Good lookin trucks, I'm partial to the red F250. What do you mean by "built"? Ground up resto? We like to hear details.


----------



## HAMMERHAND (May 18, 2012)

buzz sawyer said:


> Good lookin trucks, I'm partial to the red F250. What do you mean by "built"? Ground up resto? We like to hear details.
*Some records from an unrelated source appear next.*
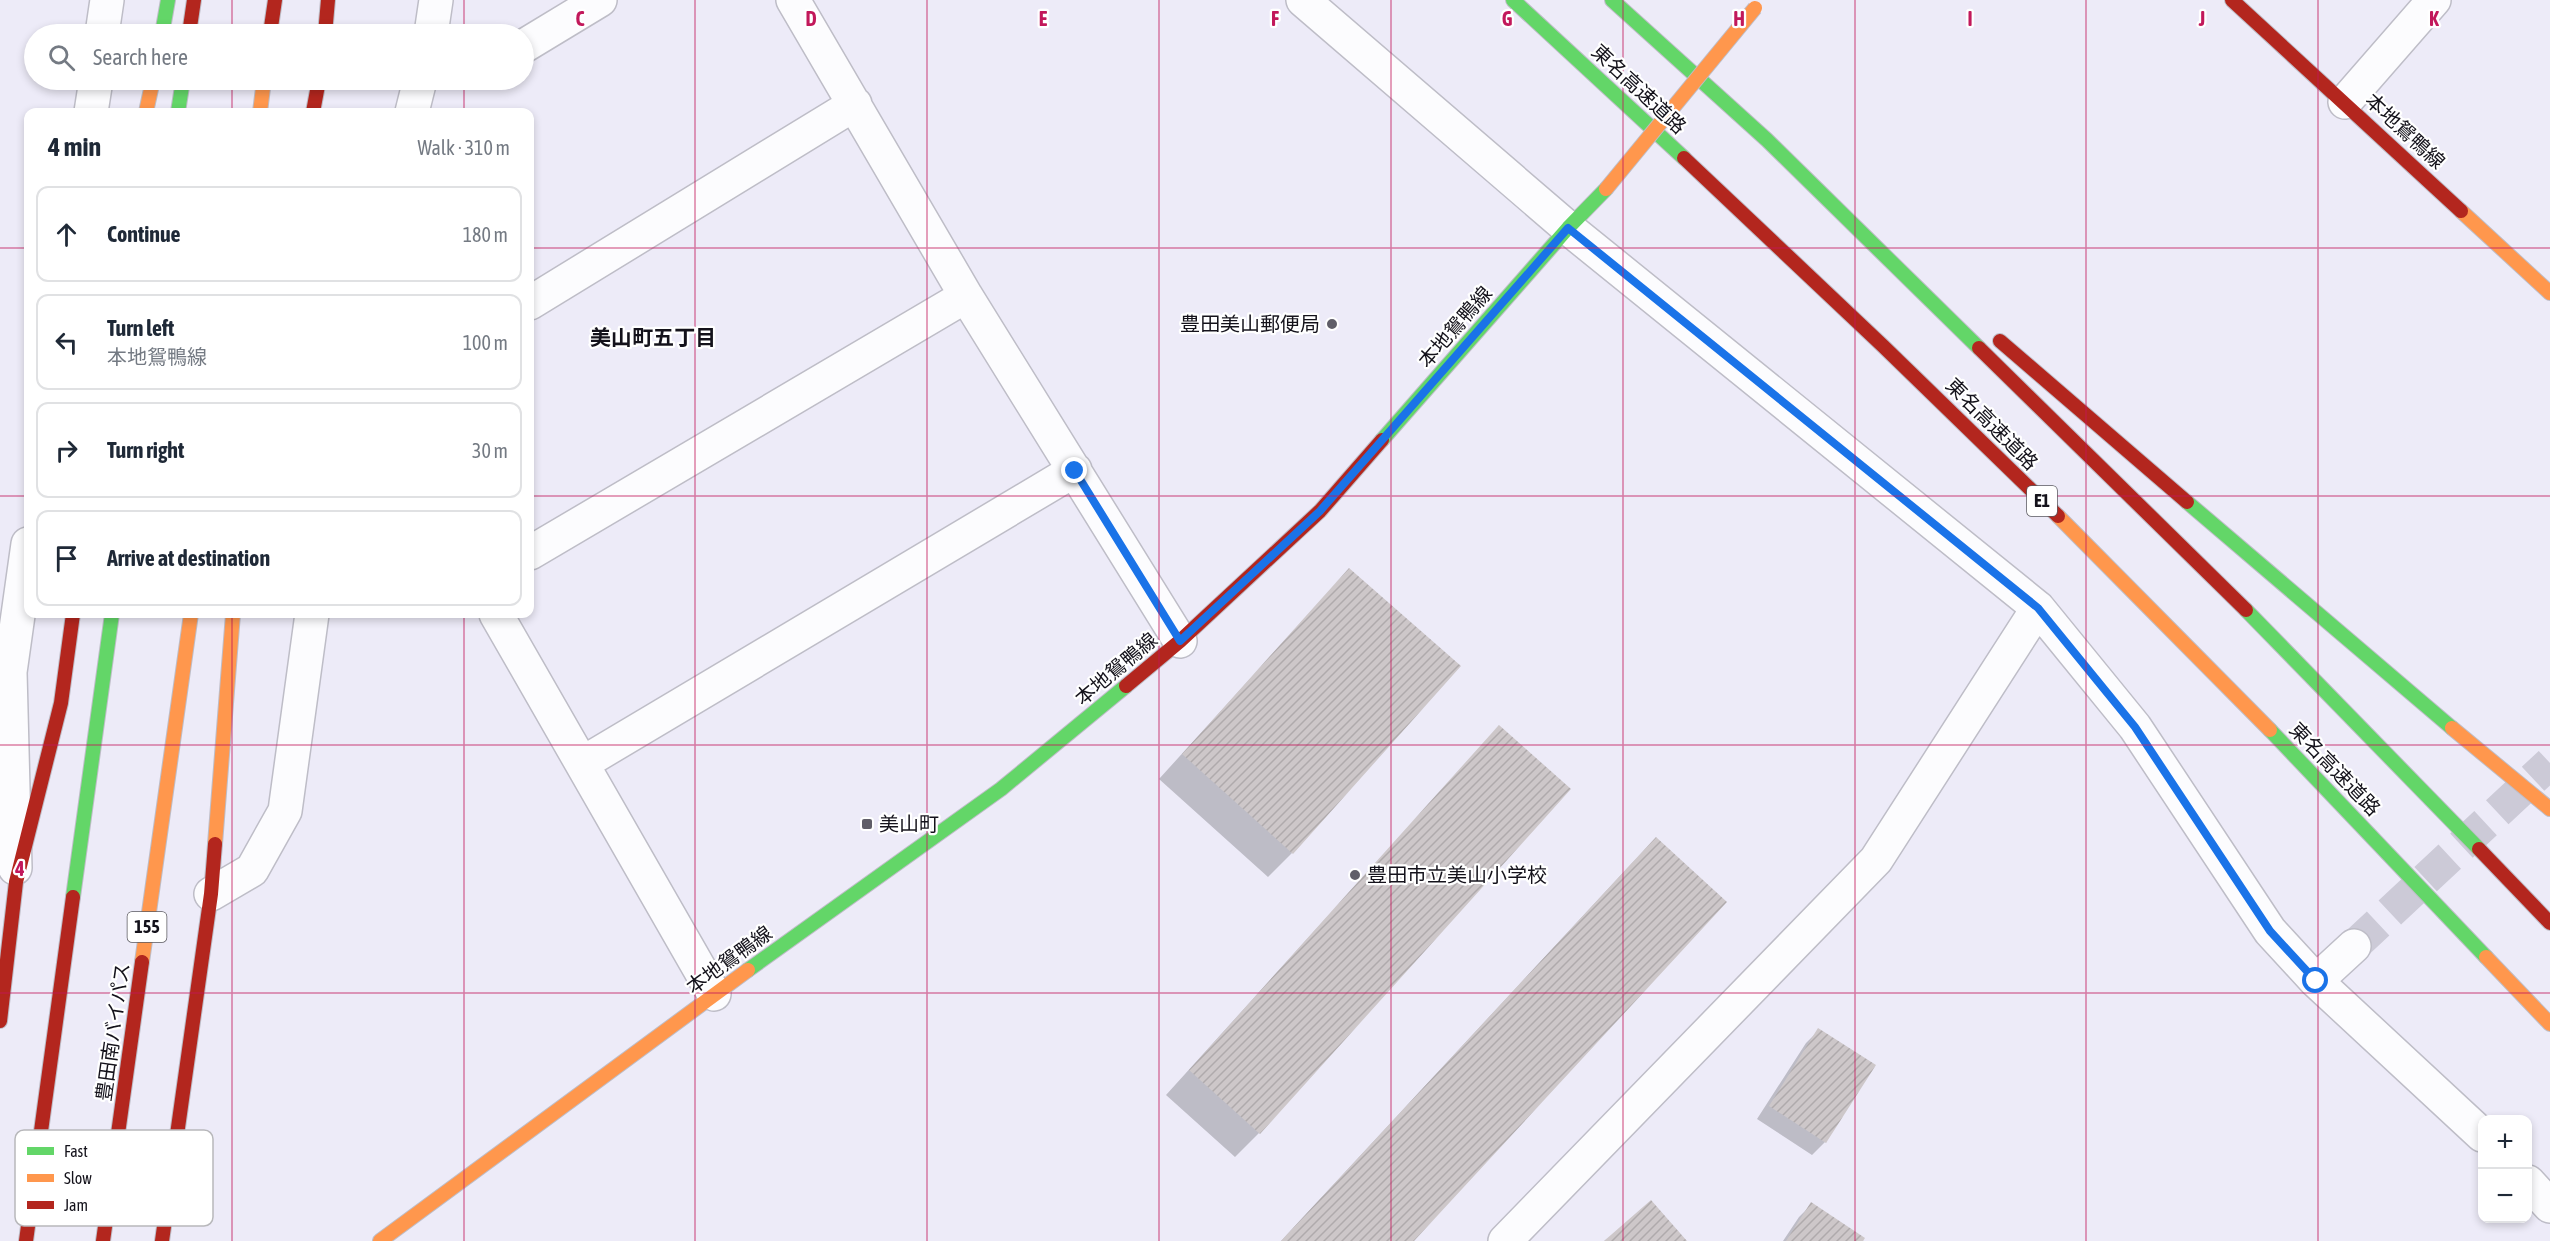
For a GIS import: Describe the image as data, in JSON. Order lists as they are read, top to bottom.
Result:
{
  "streets": {
    "main road": [
      "東名高速道路",
      "本地鴛鴨線",
      "E1",
      "155",
      "豊田南バイパス"
    ]
  },
  "districts": ["美山町五丁目"],
  "places": {
    "other": ["豊田美山郵便局", "豊田市立美山小学校"],
    "transit": ["美山町"]
  },
  "legend": ["Fast", "Slow", "Jam"],
  "page": {
    "search": "Search here",
    "heading": ["4 min", "Walk · 310 m"],
    "list": [
      ["Continue", "180 m"],
      ["Turn left", "本地鴛鴨線", "100 m"],
      ["Turn right", "30 m"],
      "Arrive at destination"
    ],
    "map_buttons": ["+", "−"]
  },
  "grid": {
    "columns": [
      "C",
      "D",
      "E",
      "F",
      "G",
      "H",
      "I",
      "J",
      "K"
    ],
    "rows": ["4"]
  }
}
I built a four link air bag suspension and hydraulic ram steering for the 550, and I rebuilt the red 250 from the ground up along with swapping in a cummins 4bt turbo diesel.View attachment 238652


----------



## Rockland Farm (May 25, 2012)

Hammerhand that Dentside is awesome . It would have been great with the stock gas motor the Cummins puts it over the top . I have a 78 F-150 4x4 that I would like to restore . But I have to stop working it to death first . Nice trucks .


----------



## HAMMERHAND (May 29, 2012)

Rockland Farm said:


> Hammerhand that Dentside is awesome . It would have been great with the stock gas motor the Cummins puts it over the top . I have a 78 F-150 4x4 that I would like to restore . But I have to stop working it to death first . Nice trucks .



Thanks alot!


----------